There may be a good reason voters can’t get a good bead on Mitt Romney. And it may be because the real Romney has a troubled, sadistic history. High School classmates of Romney recall an incident that’s disturbing to its core. Romney, then a popular senior at the prestigious Cranbrook School in Michigan, disapproved of classmate John Lauber’s long, blond locks, which Romney allegedly took as a clue that Lauber was a homosexual. So Romney assembled a posse of bullies and held the boy down and brutally chopped off his hair.

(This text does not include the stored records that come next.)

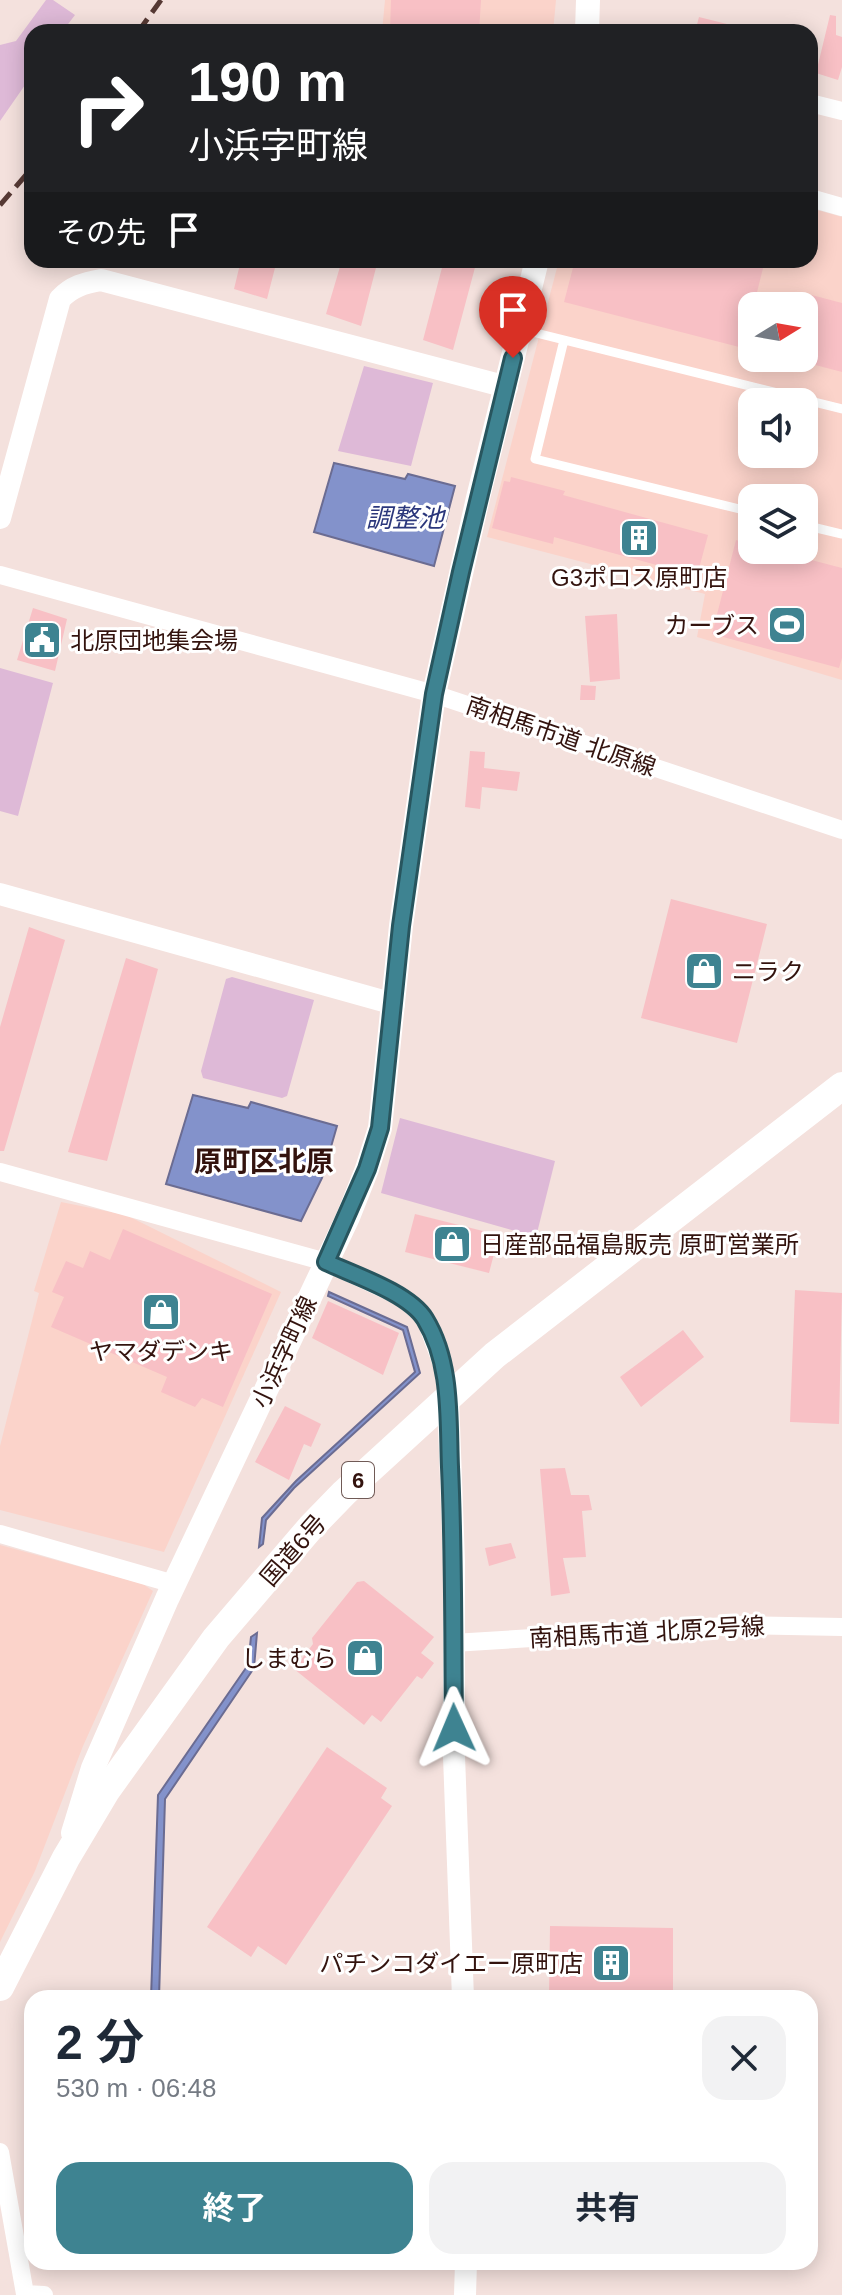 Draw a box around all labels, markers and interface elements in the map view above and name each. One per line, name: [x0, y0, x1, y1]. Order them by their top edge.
text: 190 m: [188, 50, 347, 113]
icon: right: [56, 56, 160, 160]
text: 小浜字町線: [188, 125, 368, 166]
icon: arrive: [162, 208, 206, 252]
text: その先: [56, 216, 146, 249]
pin: [479, 276, 547, 358]
icon: arrive: [491, 288, 535, 332]
north arrow: [738, 292, 818, 372]
map controls: [738, 292, 818, 564]
button: sound: [738, 388, 818, 468]
button: layers: [738, 484, 818, 564]
water label: 調整池: [366, 503, 447, 533]
building icon: G3ポロス原町店: [618, 517, 660, 559]
place label: G3ポロス原町店: [551, 564, 727, 591]
sports icon: カーブス: [766, 604, 808, 646]
place label: カーブス: [664, 612, 759, 639]
public building icon: 北原団地集会場: [21, 619, 63, 661]
place label: 北原団地集会場: [70, 627, 238, 654]
street label: 南相馬市道 北原線: [463, 691, 659, 781]
shop icon: ニラク: [683, 950, 725, 992]
place label: ニラク: [732, 958, 804, 985]
district label: 原町区北原: [194, 1146, 334, 1177]
shop icon: 日産部品福島販売 原町営業所: [431, 1223, 473, 1265]
place label: 日産部品福島販売 原町営業所: [480, 1231, 799, 1258]
shop icon: ヤマダデンキ: [140, 1291, 182, 1333]
street label: 小浜字町線: [246, 1292, 322, 1412]
place label: ヤマダデンキ: [89, 1338, 233, 1365]
road number: 6: [342, 1462, 374, 1498]
street label: 国道6号: [255, 1509, 331, 1591]
street label: 南相馬市道 北原2号線: [528, 1612, 766, 1652]
shop icon: しまむら: [344, 1637, 386, 1679]
place label: しまむら: [241, 1645, 337, 1672]
position arrow: [412, 1686, 496, 1770]
building icon: パチンコダイエー原町店: [590, 1942, 632, 1984]
place label: パチンコダイエー原町店: [319, 1950, 583, 1977]
text: 2 分: [56, 2016, 144, 2069]
button: close: [702, 2016, 786, 2100]
text: 530 m · 06:48: [56, 2073, 216, 2103]
button: 終了: [56, 2162, 413, 2254]
button: 共有: [429, 2162, 786, 2254]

“He can’t look like that. That’s wrong. Just look at him!” an incensed Romney told Matthew Friedemann, his close friend in the Stevens Hall dorm, according to Friedemann’s recollection. Mitt, the teenaged son of Michigan Gov. George Romney, kept complaining about Lauber’s look, Friedemann recalled.
A few days later, Friedemann entered Stevens Hall off the school’s collegiate quad to find Romney marching out of his own room ahead of a prep school posse shouting about their plan to cut Lauber’s hair. Friedemann followed them to a nearby room where they came upon Lauber, tackled him and pinned him to the ground. As Lauber, his eyes filling with tears, screamed for help, Romney repeatedly clipped his hair with a pair of scissors.

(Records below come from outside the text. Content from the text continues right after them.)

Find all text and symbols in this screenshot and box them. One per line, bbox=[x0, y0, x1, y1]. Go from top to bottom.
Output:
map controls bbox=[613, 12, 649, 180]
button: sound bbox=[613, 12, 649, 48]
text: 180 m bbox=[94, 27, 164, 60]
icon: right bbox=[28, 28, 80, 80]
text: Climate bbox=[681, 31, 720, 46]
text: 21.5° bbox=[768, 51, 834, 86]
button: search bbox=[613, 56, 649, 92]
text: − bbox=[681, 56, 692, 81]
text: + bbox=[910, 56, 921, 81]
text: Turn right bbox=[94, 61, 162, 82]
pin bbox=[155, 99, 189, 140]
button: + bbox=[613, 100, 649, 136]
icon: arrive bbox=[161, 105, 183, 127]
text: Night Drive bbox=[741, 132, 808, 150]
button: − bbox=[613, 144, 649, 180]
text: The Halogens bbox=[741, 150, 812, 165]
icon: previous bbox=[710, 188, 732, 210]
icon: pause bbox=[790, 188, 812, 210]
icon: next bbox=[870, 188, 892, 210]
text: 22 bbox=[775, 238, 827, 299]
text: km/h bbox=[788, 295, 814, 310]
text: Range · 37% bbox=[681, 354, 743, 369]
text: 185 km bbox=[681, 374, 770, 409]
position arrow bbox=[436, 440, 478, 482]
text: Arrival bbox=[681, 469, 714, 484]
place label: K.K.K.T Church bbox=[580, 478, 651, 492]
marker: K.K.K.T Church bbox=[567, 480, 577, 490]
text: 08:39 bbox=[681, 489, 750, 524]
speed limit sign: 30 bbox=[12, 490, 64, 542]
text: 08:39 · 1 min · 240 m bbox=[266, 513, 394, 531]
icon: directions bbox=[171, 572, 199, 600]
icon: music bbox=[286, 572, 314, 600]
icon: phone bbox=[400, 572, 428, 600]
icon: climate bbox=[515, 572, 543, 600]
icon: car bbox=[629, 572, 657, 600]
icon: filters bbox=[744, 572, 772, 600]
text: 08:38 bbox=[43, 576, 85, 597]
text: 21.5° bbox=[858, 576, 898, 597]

The incident was recalled similarly by five students, who gave their accounts independently of one another. Four of them — Friedemann, now a dentist; Phillip Maxwell, a lawyer; Thomas Buford, a retired prosecutor; and David Seed, a retired principal — spoke on the record. Another former student who witnessed the incident asked not to be named. The men have differing political affiliations, although they mostly lean Democratic. Buford volunteered for Barack Obama’s campaign in 2008. Seed, a registered independent, has served as a Republican county chairman in Michigan. All of them said that politics in no way colored their recollections.
Today, Romney’s actions would be considered a hate crime. The assault itself is a felony.

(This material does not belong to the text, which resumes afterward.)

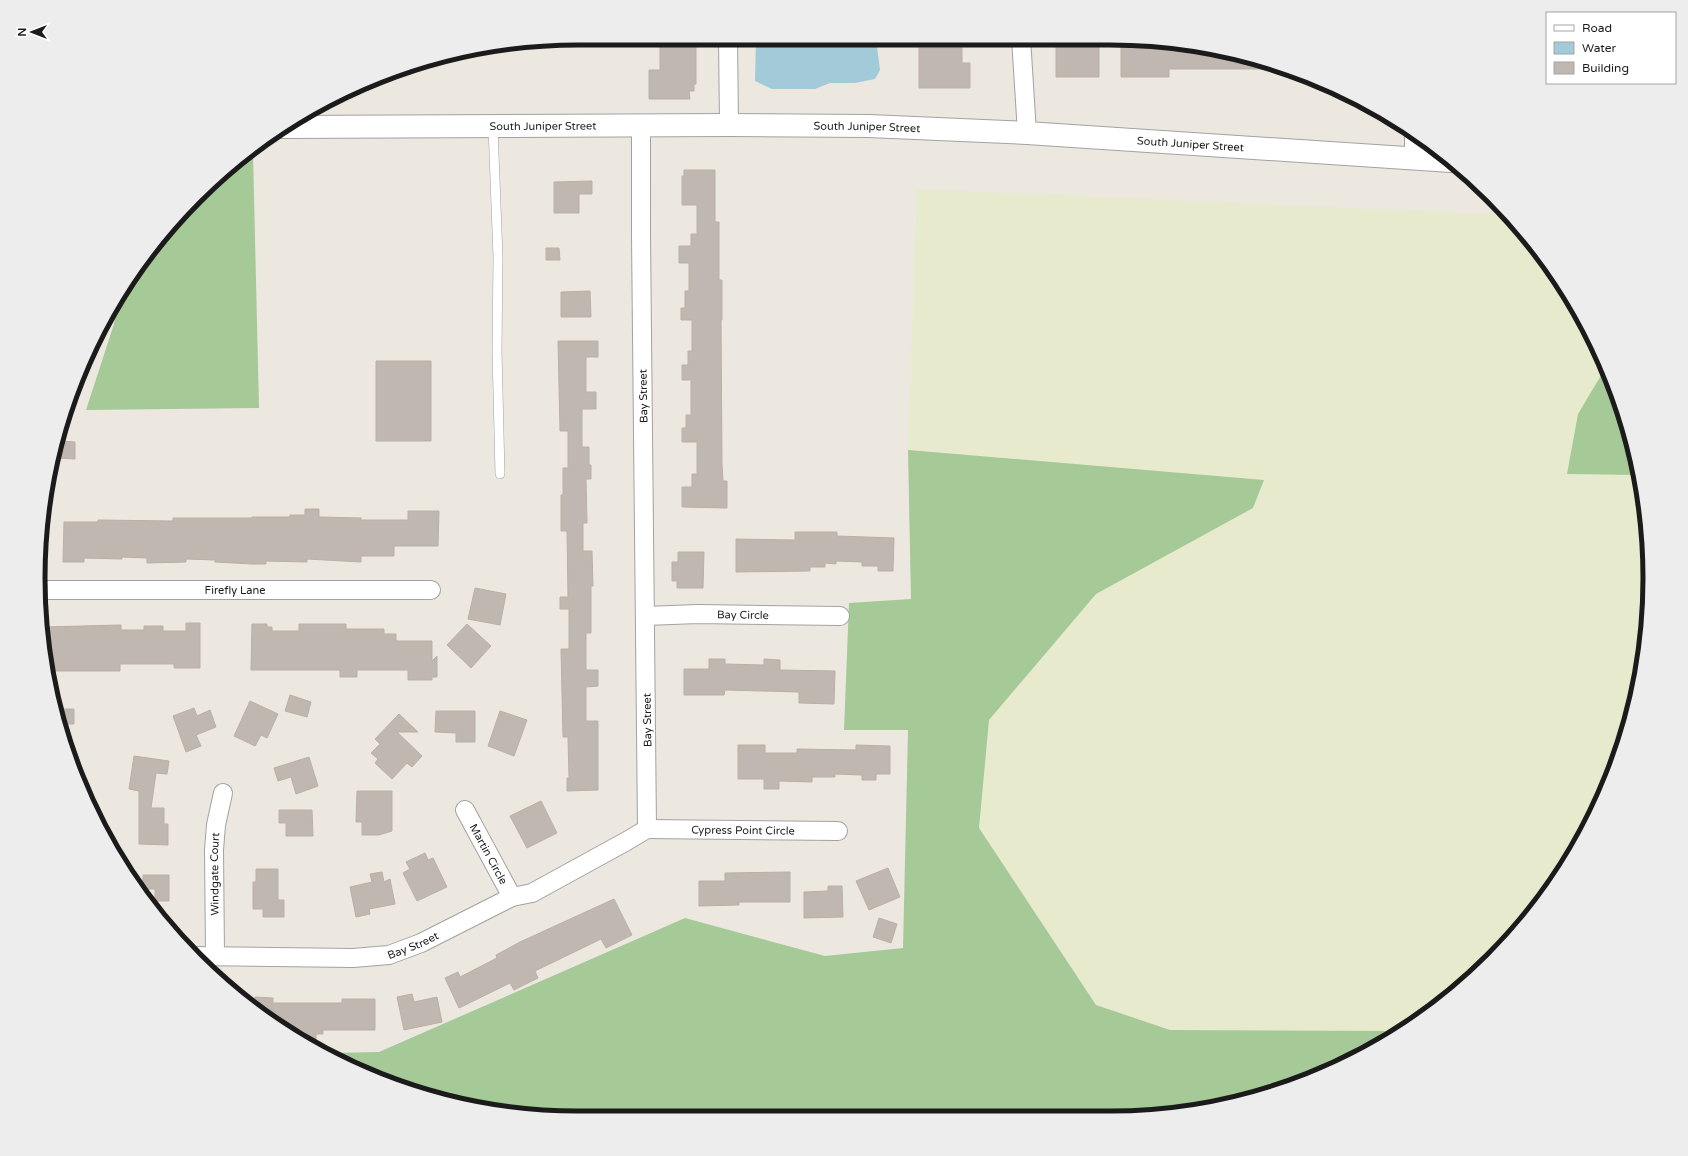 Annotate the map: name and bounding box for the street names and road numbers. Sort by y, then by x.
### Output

So is Mitt Romney sorry for his actions 47 years ago? Nope, unlike five of his classmates, the Republican presidential candidate has no recollection of assaulting Lauber. His campaign team put out this statement:
… the former Massachusetts governor has no recollection of the incident.
Why would Mitt Romney not remember straddling another boy and savagely cutting off his hair? Because the event meant nothing to Romney. Because, Lauber was beneath his contempt. Because Lauber wasn’t human to the young Romney.
But won’t voters find it disturbing is that five classmates vividly recall the event, but Romney doesn’t? Uh oh, time to shake the Romney Etch-A-Sketch…. Oh that brutal attack? It appears Mitt does remember assaulting Lauber, but…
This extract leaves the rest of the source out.